Still, Nastase wasn’t completely convinced she had what it took to thrive in a university setting. “Like I said, college was never in my plan growing up, so part of me was nervous, not knowing what to expect and often undervaluing my own intelligence,” she says. “I waited until my mid-twenties to even begin college, so at that point I was ready to learn and dedicate my time and energy to higher education.”
Like all first-time college students, Nastase had to learn to navigate the challenges of attending a university. But she also had to learn to trust in herself. “My biggest challenge was myself,” she says. “Not always believing I was meant to be there or feeling like everyone around me was smarter, better, and more qualified.”
Ever so slowly, her confidence built with each success she achieved at Wayne State. “It has changed the way I think about myself and my place in the world,” Nastase says. “Those feelings of self-doubt have melted away. I feel sure of myself and excited to open my mind in new ways with everything I learn.”
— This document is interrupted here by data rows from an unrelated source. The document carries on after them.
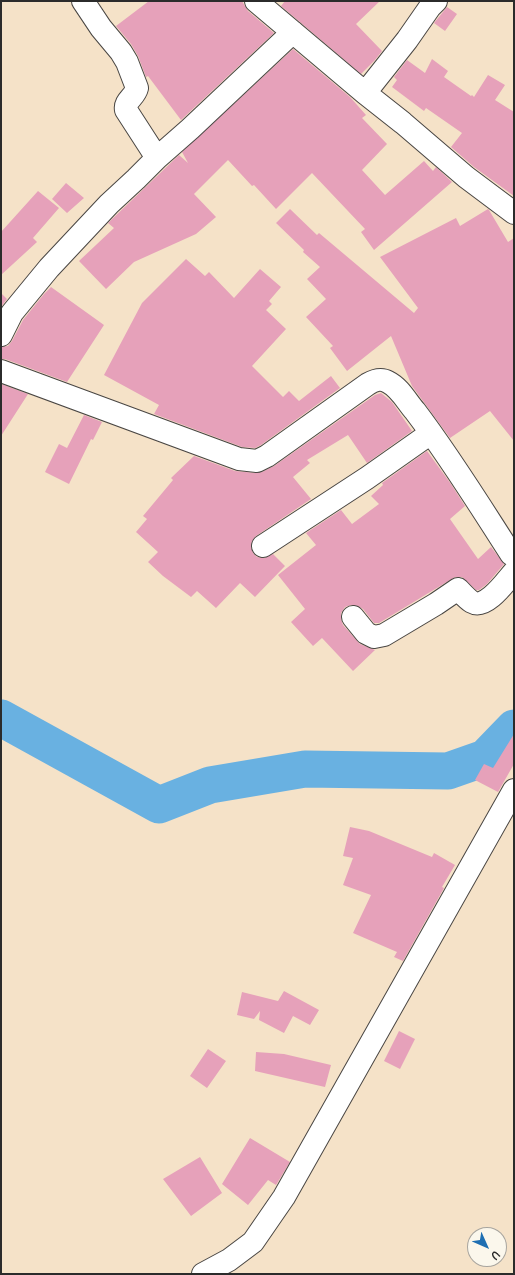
<!DOCTYPE html>
<style>
body{margin:0}
#map{position:relative;width:515px;height:1275px;overflow:hidden;background:#f5e2c8;font-family:Pangolin,sans-serif}
canvas{display:block}
.frame{position:absolute;inset:0;border:2px solid #2b2b2b;pointer-events:none}
.north{position:absolute;left:467px;top:1227px;width:40px;height:40px;box-sizing:border-box;background:#fbf7ec;border:1px solid #a8a59f;border-radius:50%;rotate:135deg;font-size:11px;font-weight:700;line-height:16px;text-align:center;color:#2b2b2b}
.north::after{content:'';display:block;margin:auto;width:14px;height:18px;background:#1f6fb2;clip-path:polygon(50% 0,100% 100%,50% 72%,0 100%)}
</style>
<div id="map">
<canvas width="515" height="1275"></canvas>
<div class="frame"></div>
<div class="north">U</div>
</div>
<script>
const g = document.querySelector('canvas').getContext('2d');
g.lineJoin = 'round';
function strokePath(path, color, width, dash) {
  g.strokeStyle = color;
  g.lineWidth = width;
  g.lineCap = dash ? 'butt' : 'round';
  g.setLineDash(dash || []);
  g.stroke(path);
}
function fill(path, color) {
  g.fillStyle = color;
  g.fill(path, 'evenodd');
}
strokePath(new Path2D(`
 M1 718 159 805 210 785 305 769 448 771 485 758 514 728`), '#69b1e1', 37);
fill(new Path2D(`
 M149 1H242L248 11 274 33 181 120 148 76 146 77 138 56 131 44 116 26Z
 M285 1H380L356 24 382 51 375 60 361 74 281 6Z
 M447 7 457 14 445 31 434 23Z
 M293 49 350 97 366 115 362 118 387 144 362 170 385 195 424 161 433 171 436 167 452 182 374 250 361 232 365 229 312 173 276 209 254 185 252 186 228 160 194 194 216 217 196 234 134 262 106 289 79 261 114 228 108 223 179 155 188 163 182 152Z
 M432 59 448 71 444 77 471 96 472 95 474 97 488 75 505 85 495 100 514 112V196L474 167 451 147 462 133 426 108 424 111 392 87 397 80 394 77 407 60 425 73Z
 M66 183 84 198 67 213 52 199Z
 M38 191 59 208 33 238 37 242 1 275V232Z
 M290 209 317 235 319 233 414 313 418 308 380 257 456 218 460 226 488 209 489 210 508 242 514 238V441L490 411 450 438 412 386 391 336 347 371 330 348 333 346 306 317 326 299 307 279 320 267 303 252 304 250 276 223Z
 M186 259 205 276 209 272 234 298 260 269 281 287 269 301 272 304 266 310 286 329 252 366 283 397 289 391 299 401 331 376 340 388 261 445 255 448 242 447 154 414 159 405 104 375 142 303Z
 M51 287 104 325 67 382 5 359H1V347L8 346 12 341 23 320 44 294Z
 M1 293 7 299 1 307Z
 M1 384 28 394 1 436Z
 M381 393 392 402 412 431 367 463 348 435 307 460 310 463 293 477 311 499 256 536 252 541 251 547 253 553 257 557 264 558 273 554 285 566 255 597 240 583 216 608 197 591 191 597 163 576 148 562 158 552 136 532 147 519 143 516 173 480 171 478 194 456 235 471 256 473 262 472 274 466 375 395Z
 M84 415 102 422 93 440 91 439 69 484 45 472 59 444 67 448Z
 M427 451 451 484 465 506 450 519 478 559 491 547 504 564 487 584 479 590H476L462 577H455L379 623H374L363 609 358 606 351 605 345 607 341 613V619L343 625 360 644 375 650 353 671 322 638 313 646 291 622 305 609 278 575 316 545 306 533 341 510 352 524 379 504 371 496 383 485 382 483Z
 M514 734V764L498 792 475 780 484 764 493 768Z
 M350 827 369 831 432 857 434 853 455 865 442 887 444 888 403 961 394 957 397 952 353 933 371 895 343 885 353 858 343 856Z
 M284 991 319 1010 310 1025 293 1016 284 1033 259 1020 260 1011 254 1019 237 1015 242 992 278 1001Z
 M399 1031 415 1039 400 1069 384 1061Z
 M208 1049 226 1061 207 1088 190 1076Z
 M256 1052 284 1054 331 1065 325 1087 255 1071Z
 M250 1138 290 1162 276 1185 268 1180 248 1205 222 1184Z
 M200 1157 222 1193 191 1216 163 1179Z`), '#e6a1ba');
const street = new Path2D(`
 M83 1 101 28 121 52 127 62 137 88C135 97 124 101 126 110L157 158
 M256 1 365 93 403 123 466 177 514 213
 M365 93 407 40 430 7 436 1
 M1 335 12 313 49 268 109 204 136 179 157 158 190 129 293 32
 M1 371 239 459 257 461 267 456 368 384C375 380 381 378 388 382 400 388 407 402 415 411 450 457 480 506 511 554L514 556
 M263 546 367 478 431 433
 M353 617 366 633 374 637 384 635 436 604 458 589C462 593 467 599 472 602 486 610 506 581 514 572
 M203 1274 229 1260 253 1242 284 1197 514 790`);
strokePath(street, '#494643', 24);
strokePath(street, '#fff', 22);
</script>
Her band still provides a rewarding sideline in her life, Nastase says. “College and COVID have slowed gigs down a bit, but we try to play out at least every month or two. I am the lead singer and am backed up by the rest of the guys in my band singing four-part harmonies.” Fans and observers have described Virginia Violet and the Rays music as soul-inflected, owing many nods to the hometown sound of Motown.
Now, as she prepares to graduate with a degree in anthropology from the College of Liberal Arts and Sciences, Nastase reflects on what type of career she would like to have. “I am keeping an open mind to see what doors open and where I may go. I would love to work in a lab or museum, but anthropology is dynamic in the way that you can really find an array of diverse employment opportunities. I am going to go with the flow and see where I end up.”
For a tenth-grade dropout who didn’t even begin her college career until she was 26, graduating and delivering the commencement address is heady stuff.
“Being the commencement speaker this year is a big honor for me,” Nastase says. “I will speak about the responsibilities we have to acknowledge and know about our pasts in order to change our futures. It is important to know where you came from, and I am just hoping to tie that idea and those responsibilities to the excitement of finishing our degrees.”
Virginia Nastase has spent much of her young life soul-searching and playing music with soul, and it makes perfect sense that she would tie music to education. “Being a musician, the biggest lesson I have learned throughout my education is that you do not have to compartmentalize or compromise your interests or talents,” Nastase says. “It is a gift to be creative, and combining that with a higher education will only open more doors for you.”